Currently, Wikibase accepts only one way for sitelinks. their canonical database name (their id in sites table). This is causing numerous problems:
- They don't always match to language code of the wikis, e.g. zh-classical.wikipedia.org has its canonical id set as zh_classicalwiki (we expect people to know dash turns to underline)
- It gets even worse, we have one renamed wiki that's be-tarask.wikipedia.org and its canonical site id is b_x_oldwiki and as result we don't recognize the wiki's actual language code and we force people to use the deadname of the wiki and we show the deadname as well.
- As result, this is blocking further wiki renames that are in the queue for years
- We only accept one way to enter sitelink which users could possibly be able to enter different ways (how that would work is not defined, and not in scope of this task)
- We are exposing internals of our system (dbname of wikis), to users, it's not an issue for transparency or security but for user experience, this is not nice.
**Proposed solution:**
A service that takes sitelink id and return the canonical dbname (for db lookups, etc.).

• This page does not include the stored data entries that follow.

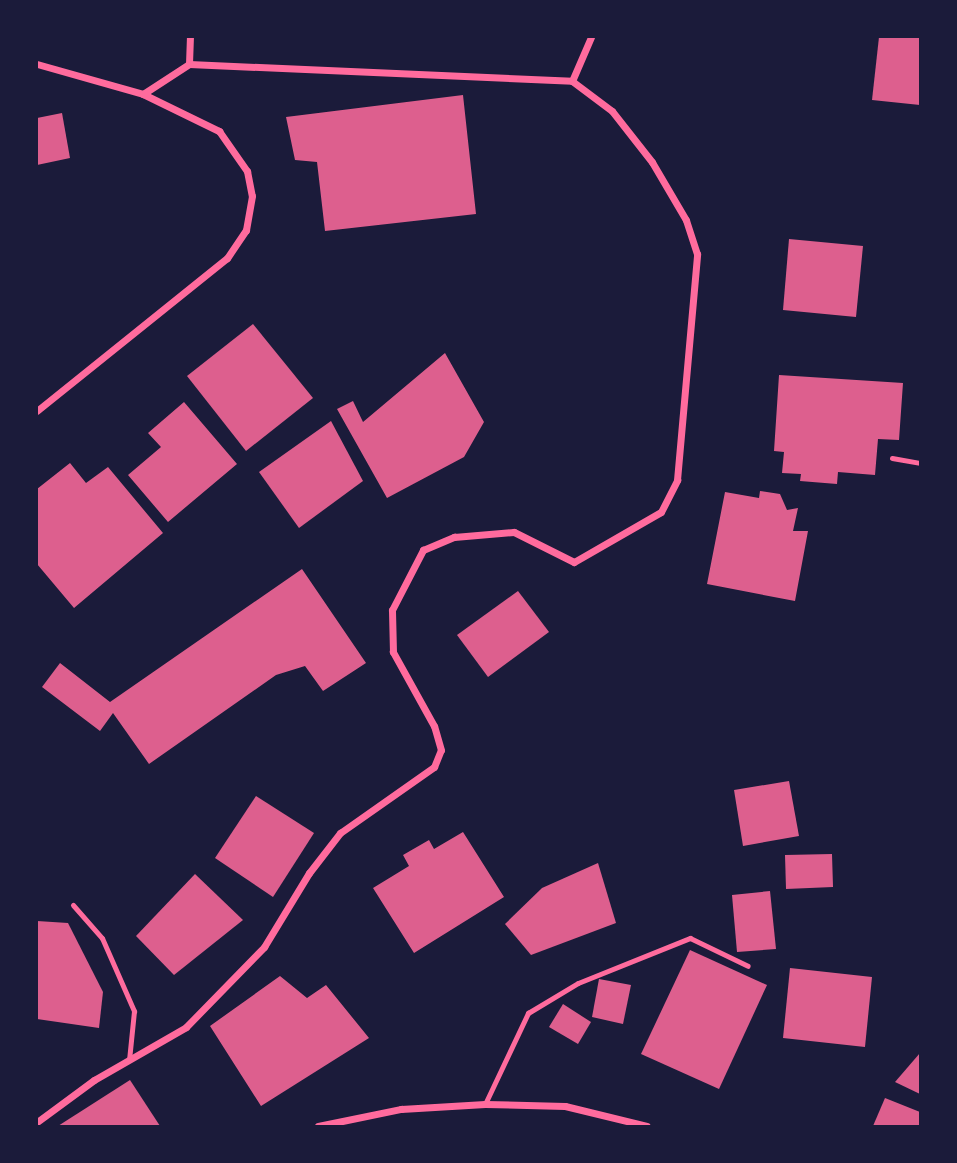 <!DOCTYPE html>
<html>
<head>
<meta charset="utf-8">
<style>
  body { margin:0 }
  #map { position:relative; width:957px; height:1163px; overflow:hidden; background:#1b1b3a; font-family:"Varela Round",sans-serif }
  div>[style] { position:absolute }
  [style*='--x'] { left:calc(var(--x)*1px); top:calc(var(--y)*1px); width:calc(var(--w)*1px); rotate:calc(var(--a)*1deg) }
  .building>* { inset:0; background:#dd5f8e }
  .service>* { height:5px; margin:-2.5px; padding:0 2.5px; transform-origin:2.5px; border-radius:2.5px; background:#ff6b9d }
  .minor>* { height:7px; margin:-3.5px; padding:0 3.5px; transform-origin:3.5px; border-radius:3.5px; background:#ff6b9d }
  span { translate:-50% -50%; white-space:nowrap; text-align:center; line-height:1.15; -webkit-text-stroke:6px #1b1b3a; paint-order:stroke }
  .frame { position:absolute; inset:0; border:38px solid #1b1b3a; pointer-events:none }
</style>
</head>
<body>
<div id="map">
  <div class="building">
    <i style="clip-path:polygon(879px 37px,920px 37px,920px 105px,872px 100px)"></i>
    <i style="clip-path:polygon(463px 95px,476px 214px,325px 231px,317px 162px,295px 160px,286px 117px)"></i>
    <i style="clip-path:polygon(62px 113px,70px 158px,37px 165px,37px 118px)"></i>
    <i style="clip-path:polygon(789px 239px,863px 246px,856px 317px,783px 310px)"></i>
    <i style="clip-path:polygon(253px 324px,313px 398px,246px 451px,187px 376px)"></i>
    <i style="clip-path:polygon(445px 353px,484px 422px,464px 457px,387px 498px,337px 409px,353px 401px,363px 422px)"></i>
    <i style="clip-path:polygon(779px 375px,903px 383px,899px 440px,878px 439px,875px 475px,838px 472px,837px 484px,800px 481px,801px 474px,782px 473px,784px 452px,774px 451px)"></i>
    <i style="clip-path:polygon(184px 402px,237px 464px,168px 522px,128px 475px,161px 447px,148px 433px)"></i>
    <i style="clip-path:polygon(331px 421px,363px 481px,299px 528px,259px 472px)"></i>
    <i style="clip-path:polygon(70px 463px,86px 483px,108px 467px,163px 533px,74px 608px,37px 564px,37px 489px)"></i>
    <i style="clip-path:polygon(760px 491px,780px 494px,787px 510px,798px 508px,793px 531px,808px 531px,795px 601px,707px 584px,725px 492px,759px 498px)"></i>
    <i style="clip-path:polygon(302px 569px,366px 663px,323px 691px,305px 666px,276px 675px,149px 764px,113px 713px,100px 731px,42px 687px,60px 663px,110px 702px)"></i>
    <i style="clip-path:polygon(518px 591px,549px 632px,488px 677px,457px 635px)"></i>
    <i style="clip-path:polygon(789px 781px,799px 836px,743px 846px,734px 790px)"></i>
    <i style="clip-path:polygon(256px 796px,314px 833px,273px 897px,215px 858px)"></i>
    <i style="clip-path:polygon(463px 832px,504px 897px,414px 953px,373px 888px,409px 866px,403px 855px,429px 840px,434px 849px)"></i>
    <i style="clip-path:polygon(832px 854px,833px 887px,786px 889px,785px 855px)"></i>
    <i style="clip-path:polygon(598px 863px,616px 923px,531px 955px,505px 924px,542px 888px)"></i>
    <i style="clip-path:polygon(195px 874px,243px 920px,174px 975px,136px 936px)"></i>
    <i style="clip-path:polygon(770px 891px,776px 949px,737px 952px,732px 895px)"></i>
    <i style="clip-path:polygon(37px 921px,68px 923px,103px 992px,99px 1028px,37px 1019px)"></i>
    <i style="clip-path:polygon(690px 950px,767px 985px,719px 1089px,641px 1054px)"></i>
    <i style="clip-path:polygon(790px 968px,872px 977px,865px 1047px,783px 1038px)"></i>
    <i style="clip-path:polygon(280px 976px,307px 998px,326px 985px,369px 1038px,261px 1106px,210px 1026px)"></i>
    <i style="clip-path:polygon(599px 979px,631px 985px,623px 1024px,592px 1017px)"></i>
    <i style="clip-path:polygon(563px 1004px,591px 1022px,578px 1044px,549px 1027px)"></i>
    <i style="clip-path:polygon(920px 1053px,920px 1094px,895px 1082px)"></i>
    <i style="clip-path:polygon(130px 1080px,160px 1126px,58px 1126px)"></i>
    <i style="clip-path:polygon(885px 1098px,920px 1112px,920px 1126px,873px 1126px)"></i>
  </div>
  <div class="service">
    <i style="--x:892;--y:458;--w:28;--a:10"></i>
    <i style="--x:73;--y:905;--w:44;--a:48.7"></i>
    <i style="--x:102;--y:938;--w:80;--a:66.3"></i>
    <i style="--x:134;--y:1011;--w:49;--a:95.8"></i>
    <i style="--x:485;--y:1104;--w:101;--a:-64.7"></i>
    <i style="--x:528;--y:1013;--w:58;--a:-31"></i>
    <i style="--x:578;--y:983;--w:121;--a:-21.9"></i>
    <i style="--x:690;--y:938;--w:64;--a:25.8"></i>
  </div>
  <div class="minor">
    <i style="--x:37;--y:64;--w:110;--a:15.8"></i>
    <i style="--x:143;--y:94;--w:85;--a:26"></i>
    <i style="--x:219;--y:131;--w:49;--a:55"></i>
    <i style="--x:247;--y:171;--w:25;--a:79"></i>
    <i style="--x:252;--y:196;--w:35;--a:100"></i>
    <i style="--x:246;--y:230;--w:34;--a:124"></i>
    <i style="--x:227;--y:258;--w:244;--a:141.2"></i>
    <i style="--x:189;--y:64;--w:27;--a:-88"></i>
    <i style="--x:143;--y:94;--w:55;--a:-33.1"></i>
    <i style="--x:189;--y:64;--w:383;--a:2.5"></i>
    <i style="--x:37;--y:1122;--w:71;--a:-36.4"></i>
    <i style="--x:94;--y:1080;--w:106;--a:-29.9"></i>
    <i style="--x:186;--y:1027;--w:112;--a:-45.7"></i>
    <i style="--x:264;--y:947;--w:87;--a:-58.7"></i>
    <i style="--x:309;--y:873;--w:51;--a:-52.2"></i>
    <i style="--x:340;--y:833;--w:115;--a:-35.1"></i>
    <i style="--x:434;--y:767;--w:18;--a:-68"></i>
    <i style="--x:441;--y:750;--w:25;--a:-106"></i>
    <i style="--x:434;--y:726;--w:85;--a:-119"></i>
    <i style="--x:393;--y:652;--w:42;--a:-91.4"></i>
    <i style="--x:392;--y:610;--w:68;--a:-62.7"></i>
    <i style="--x:423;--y:550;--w:34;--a:-23"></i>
    <i style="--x:454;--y:537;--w:60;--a:-4.8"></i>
    <i style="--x:514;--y:532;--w:67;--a:26.6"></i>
    <i style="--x:574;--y:562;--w:100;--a:-29.9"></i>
    <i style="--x:661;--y:512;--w:36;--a:-63"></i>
    <i style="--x:677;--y:480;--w:227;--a:-84.9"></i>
    <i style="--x:697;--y:254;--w:36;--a:-108"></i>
    <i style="--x:686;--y:220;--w:67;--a:-120.4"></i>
    <i style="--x:652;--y:162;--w:65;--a:-128.1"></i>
    <i style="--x:612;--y:111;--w:50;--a:-143.1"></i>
    <i style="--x:572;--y:81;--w:48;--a:-66.6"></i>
    <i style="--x:318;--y:1126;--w:85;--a:-11.6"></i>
    <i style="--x:401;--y:1109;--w:84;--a:-3.4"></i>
    <i style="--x:485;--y:1104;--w:80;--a:1.4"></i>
    <i style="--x:565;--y:1106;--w:84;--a:13.7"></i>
  </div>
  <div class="frame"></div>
</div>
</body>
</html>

For example:
- `zh-classicalwiki` should return `zh_classicalwiki` (normalizing `-`)
- `be_taraskwiki` and `be-taraskwiki` should return `be_x_oldwiki` (this should be a configuration keeping the mapping)
- The rest should return itself (`dewiki` -> `dewiki`)

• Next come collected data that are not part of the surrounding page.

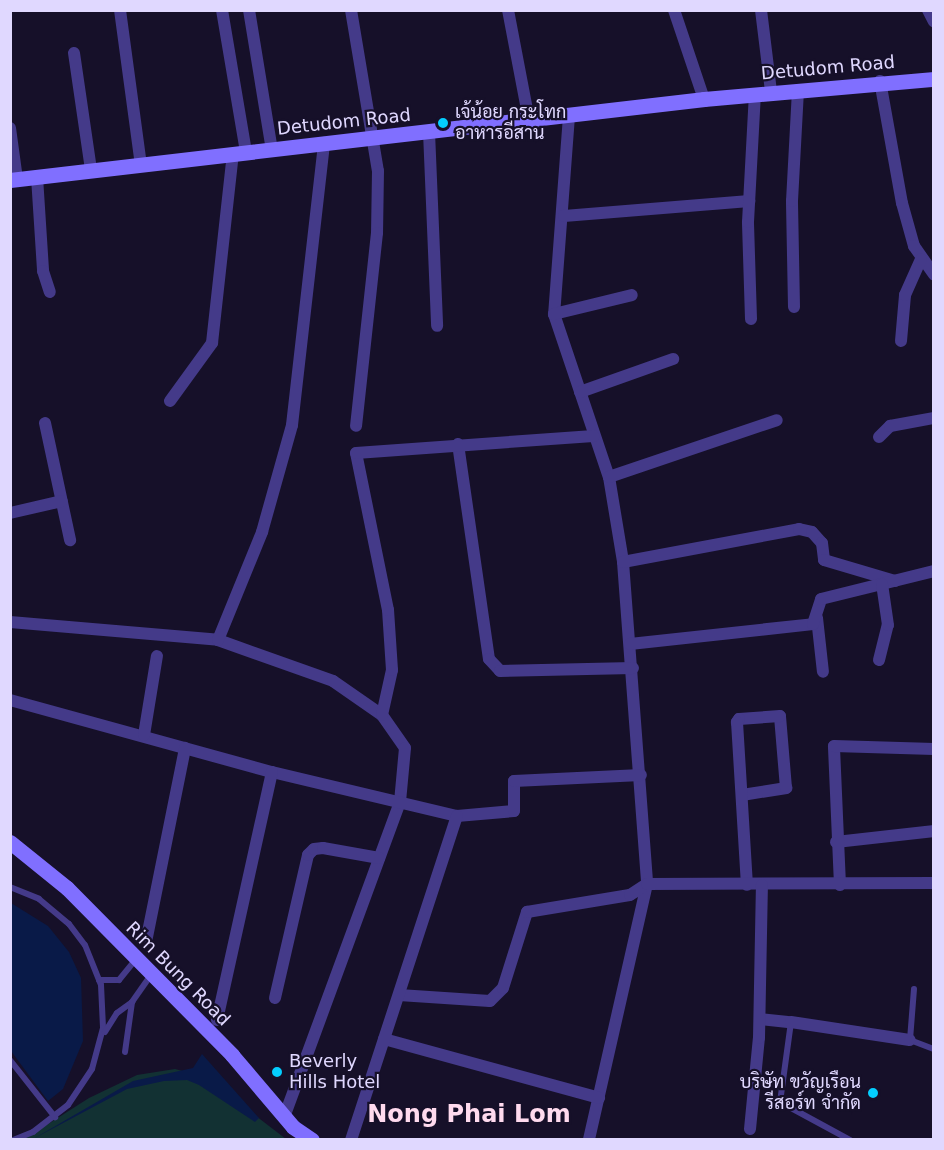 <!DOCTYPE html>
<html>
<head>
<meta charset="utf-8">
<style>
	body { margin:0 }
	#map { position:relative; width:944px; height:1150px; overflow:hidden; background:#161029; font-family:"DejaVu Sans",Sarabun,sans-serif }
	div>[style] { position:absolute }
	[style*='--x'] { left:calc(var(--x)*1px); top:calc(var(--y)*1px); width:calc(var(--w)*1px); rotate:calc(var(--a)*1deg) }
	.green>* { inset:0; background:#123133 }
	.water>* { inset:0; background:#091a48 }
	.lane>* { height:6px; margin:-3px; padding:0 3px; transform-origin:3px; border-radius:3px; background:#443a89 }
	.street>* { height:12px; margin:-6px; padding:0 6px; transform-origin:6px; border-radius:6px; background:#443a89 }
	.secondary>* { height:15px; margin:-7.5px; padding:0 7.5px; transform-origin:7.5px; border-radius:7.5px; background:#806fff }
	.dots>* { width:16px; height:16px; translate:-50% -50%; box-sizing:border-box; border:3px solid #161029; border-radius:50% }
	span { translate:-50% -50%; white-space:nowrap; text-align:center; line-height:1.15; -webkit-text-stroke:4.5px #161029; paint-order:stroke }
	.street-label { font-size:18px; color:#e0d8ff }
	.poi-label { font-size:18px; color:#e0d8ff }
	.left { translate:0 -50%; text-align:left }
	.right { translate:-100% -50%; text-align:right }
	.district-label { font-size:24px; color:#ffdaee; font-weight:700 }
	.frame { position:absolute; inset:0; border:12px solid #e0d8ff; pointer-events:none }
</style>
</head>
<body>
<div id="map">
	<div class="green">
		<i style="clip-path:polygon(175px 1069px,205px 1077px,286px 1139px,23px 1140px,89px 1098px,137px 1075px)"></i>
	</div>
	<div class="water">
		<i style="clip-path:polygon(11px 903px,48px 926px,69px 952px,81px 978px,83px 1041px,63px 1089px,48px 1101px,11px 1051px)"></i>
		<i style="clip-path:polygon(202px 1054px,259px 1118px,255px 1122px,199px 1085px,187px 1080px,164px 1081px,127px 1089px,33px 1139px,133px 1081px,193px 1068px)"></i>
	</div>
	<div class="lane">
		<i style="--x:10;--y:887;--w:31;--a:22"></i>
		<i style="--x:39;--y:899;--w:39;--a:40"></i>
		<i style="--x:69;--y:924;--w:26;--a:53"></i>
		<i style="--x:85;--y:945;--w:43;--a:68.2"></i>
		<i style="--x:101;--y:985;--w:43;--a:87.3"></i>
		<i style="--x:103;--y:1028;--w:42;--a:105"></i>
		<i style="--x:92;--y:1069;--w:43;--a:123.7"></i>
		<i style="--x:68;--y:1105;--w:44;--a:142.4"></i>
		<i style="--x:33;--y:1132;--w:22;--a:158"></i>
		<i style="--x:99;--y:980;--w:20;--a:0"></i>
		<i style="--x:119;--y:980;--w:27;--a:-51"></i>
		<i style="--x:914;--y:989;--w:51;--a:94.5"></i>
		<i style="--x:910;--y:1040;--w:26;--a:21"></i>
		<i style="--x:791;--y:1022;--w:81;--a:97.8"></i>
		<i style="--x:780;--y:1102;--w:80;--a:28.5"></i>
		<i style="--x:105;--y:1032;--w:22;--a:-58"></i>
		<i style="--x:117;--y:1013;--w:19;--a:-36"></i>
		<i style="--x:125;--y:1052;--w:50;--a:-82"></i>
		<i style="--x:132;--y:1002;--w:33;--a:-55"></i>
		<i style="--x:10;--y:1060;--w:73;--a:51.7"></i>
	</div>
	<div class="street">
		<i style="--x:120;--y:10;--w:156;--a:82.3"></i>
		<i style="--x:222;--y:10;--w:144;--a:80.4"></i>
		<i style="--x:249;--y:10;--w:142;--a:80.7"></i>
		<i style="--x:351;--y:10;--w:163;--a:80.5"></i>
		<i style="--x:378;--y:171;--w:62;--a:90.9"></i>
		<i style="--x:377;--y:233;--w:194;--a:96.2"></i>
		<i style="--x:508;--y:10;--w:112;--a:79.2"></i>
		<i style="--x:674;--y:10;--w:94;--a:71.4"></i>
		<i style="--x:761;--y:10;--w:83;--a:83"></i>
		<i style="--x:928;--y:10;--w:13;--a:63"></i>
		<i style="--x:74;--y:53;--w:118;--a:81.7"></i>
		<i style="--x:880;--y:81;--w:124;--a:79.8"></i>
		<i style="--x:902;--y:203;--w:45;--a:74.4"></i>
		<i style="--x:914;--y:246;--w:35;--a:55"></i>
		<i style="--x:569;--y:116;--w:199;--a:94.3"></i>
		<i style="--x:554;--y:314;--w:172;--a:71.4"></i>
		<i style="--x:609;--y:477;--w:86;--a:80.6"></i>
		<i style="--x:623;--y:562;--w:323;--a:85.7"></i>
		<i style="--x:647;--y:884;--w:262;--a:102.8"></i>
		<i style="--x:10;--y:128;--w:51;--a:82.2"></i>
		<i style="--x:429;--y:132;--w:194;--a:87.6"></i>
		<i style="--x:37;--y:177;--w:94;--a:86.3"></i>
		<i style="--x:43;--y:271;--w:22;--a:72"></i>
		<i style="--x:564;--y:216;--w:186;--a:-4.6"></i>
		<i style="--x:794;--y:307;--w:106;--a:-91.1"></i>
		<i style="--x:792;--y:201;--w:111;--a:-86.9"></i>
		<i style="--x:554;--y:314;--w:80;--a:-13.7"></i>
		<i style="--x:751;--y:319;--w:97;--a:-91.8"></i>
		<i style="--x:748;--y:222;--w:128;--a:-86.9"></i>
		<i style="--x:901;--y:341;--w:46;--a:-85"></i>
		<i style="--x:905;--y:295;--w:39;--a:-66"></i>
		<i style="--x:580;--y:392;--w:99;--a:-19.5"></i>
		<i style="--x:170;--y:401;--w:72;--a:-54.1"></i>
		<i style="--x:212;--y:343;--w:190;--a:-83.7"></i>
		<i style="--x:45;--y:423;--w:120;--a:77.9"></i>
		<i style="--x:879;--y:437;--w:16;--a:-45"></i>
		<i style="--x:890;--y:426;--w:45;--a:-10.3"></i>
		<i style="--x:458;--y:444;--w:217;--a:81.8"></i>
		<i style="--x:489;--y:659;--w:16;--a:47"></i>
		<i style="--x:500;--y:671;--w:133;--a:-1.3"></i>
		<i style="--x:609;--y:477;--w:177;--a:-18.7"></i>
		<i style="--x:10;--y:513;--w:53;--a:-13"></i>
		<i style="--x:623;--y:562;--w:179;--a:-10.6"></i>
		<i style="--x:799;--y:529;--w:13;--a:13"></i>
		<i style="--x:812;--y:532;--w:15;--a:48"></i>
		<i style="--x:822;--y:543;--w:17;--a:83"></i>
		<i style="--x:824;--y:560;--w:74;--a:16.5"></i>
		<i style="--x:817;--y:618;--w:54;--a:83.7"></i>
		<i style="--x:10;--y:622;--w:209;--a:4.9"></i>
		<i style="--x:218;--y:640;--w:122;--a:19.6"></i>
		<i style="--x:333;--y:681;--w:60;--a:34.8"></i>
		<i style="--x:382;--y:715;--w:40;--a:55.1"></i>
		<i style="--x:405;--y:748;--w:54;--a:95.3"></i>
		<i style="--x:400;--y:802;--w:336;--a:110.2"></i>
		<i style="--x:218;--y:640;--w:117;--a:-67.8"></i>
		<i style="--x:262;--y:532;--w:111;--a:-74.3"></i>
		<i style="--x:292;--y:425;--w:284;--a:-83.5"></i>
		<i style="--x:630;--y:644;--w:184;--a:-6.2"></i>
		<i style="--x:813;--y:624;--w:26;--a:-72"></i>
		<i style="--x:821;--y:599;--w:116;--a:-13.9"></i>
		<i style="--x:879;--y:660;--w:36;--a:-76"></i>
		<i style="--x:888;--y:625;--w:41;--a:-98.3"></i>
		<i style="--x:10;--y:700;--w:272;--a:15.4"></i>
		<i style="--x:272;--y:772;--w:190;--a:13.4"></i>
		<i style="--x:457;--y:816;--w:57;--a:-5"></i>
		<i style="--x:514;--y:811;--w:30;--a:-90"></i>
		<i style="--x:514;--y:781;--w:127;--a:-2.7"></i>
		<i style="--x:382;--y:715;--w:46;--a:-77.5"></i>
		<i style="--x:392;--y:670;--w:60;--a:-93.8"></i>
		<i style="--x:388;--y:610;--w:160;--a:-101.5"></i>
		<i style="--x:356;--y:453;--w:238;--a:-4.1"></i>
		<i style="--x:144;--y:735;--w:80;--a:-80.7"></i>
		<i style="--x:742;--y:795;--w:45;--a:-9"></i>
		<i style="--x:786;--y:788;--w:72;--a:-94.8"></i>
		<i style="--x:780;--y:716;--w:41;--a:175.8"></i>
		<i style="--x:739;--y:719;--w:4;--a:124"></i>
		<i style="--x:737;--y:722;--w:163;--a:86.5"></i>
		<i style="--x:836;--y:842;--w:99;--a:-6.4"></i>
		<i style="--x:840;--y:885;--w:139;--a:-92.5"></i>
		<i style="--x:834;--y:746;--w:100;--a:1.7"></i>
		<i style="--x:147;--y:937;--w:193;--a:-78.6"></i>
		<i style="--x:399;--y:995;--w:91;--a:3.8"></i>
		<i style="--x:490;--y:1001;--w:18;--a:-45"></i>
		<i style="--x:503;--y:988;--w:80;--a:-72.5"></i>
		<i style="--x:527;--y:912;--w:104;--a:-9.4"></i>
		<i style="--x:630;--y:895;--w:20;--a:-33"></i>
		<i style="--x:647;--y:884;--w:287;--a:-0.2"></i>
		<i style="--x:275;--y:998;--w:147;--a:-77"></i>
		<i style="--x:308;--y:855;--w:8;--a:-45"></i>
		<i style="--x:314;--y:849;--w:9;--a:-6"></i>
		<i style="--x:323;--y:848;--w:57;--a:10.1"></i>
		<i style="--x:760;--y:1019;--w:28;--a:6"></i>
		<i style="--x:217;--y:1020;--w:254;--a:-77.5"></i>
		<i style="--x:791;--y:1022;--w:120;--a:8.6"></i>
		<i style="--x:384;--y:1039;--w:223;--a:15.3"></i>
		<i style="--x:750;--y:1129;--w:91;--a:-84.4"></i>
		<i style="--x:759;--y:1038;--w:153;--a:-88.9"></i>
		<i style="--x:351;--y:1140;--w:341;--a:-71.9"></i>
	</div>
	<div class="secondary">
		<i style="--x:10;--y:180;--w:699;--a:-6.66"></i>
		<i style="--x:704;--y:99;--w:231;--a:-5"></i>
		<i style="--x:10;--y:842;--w:73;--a:38.9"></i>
		<i style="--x:67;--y:888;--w:235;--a:45.3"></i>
		<i style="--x:232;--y:1055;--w:94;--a:49.7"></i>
		<i style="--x:293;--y:1127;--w:23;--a:34"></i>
	</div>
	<div class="dots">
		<i style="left:443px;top:123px;background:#04ceff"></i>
		<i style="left:277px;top:1072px;background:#04ceff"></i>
		<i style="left:873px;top:1093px;background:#04ceff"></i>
	</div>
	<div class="street-label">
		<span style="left:828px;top:68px;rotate:-5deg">Detudom Road</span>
		<span style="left:344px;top:122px;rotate:-6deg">Detudom Road</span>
		<span style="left:178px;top:974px;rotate:45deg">Rim Bung Road</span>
	</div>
	<div class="poi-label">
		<span class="left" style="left:455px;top:123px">เจ้น้อย กระโทก<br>อาหารอีสาน</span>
		<span class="left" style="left:289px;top:1072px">Beverly<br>Hills Hotel</span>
		<span class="right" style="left:861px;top:1093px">บริษัท ขวัญเรือน<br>รีสอร์ท จำกัด</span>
	</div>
	<div class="district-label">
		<span style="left:469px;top:1115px">Nong Phai Lom</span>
	</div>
	<div class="frame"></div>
</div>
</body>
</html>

This service should return a "to show" value on frontend (`SiteModule`):
- `be_x_oldwiki` or `be_taraskwiki` should turn to `be-tarask` (the exact opposite of the above)
(Note that the both have many to one relations but they converge to different values)
----
**Original bug:** (includes the description of possible approach, not expected to be followed)
Wikibase (and MediaWiki) need a more flexible way to handle site ids. In particular:
For API input (for wbaddsitelink, etc) several aliases should be supported per wiki.
* In addition to the global ID, at least the domain should be usable as a wiki id
* it should be possible to define additional aliases for input, for use when wikis get renamed, as was recently the case for be-x-old -> be-tarask.
For manual input in the UI, at least the above aliases should be supported
* in addition, per-group IDs/Aliases should be supported (e.g. "en" means "enwiki" in context of the "wikipedia" group)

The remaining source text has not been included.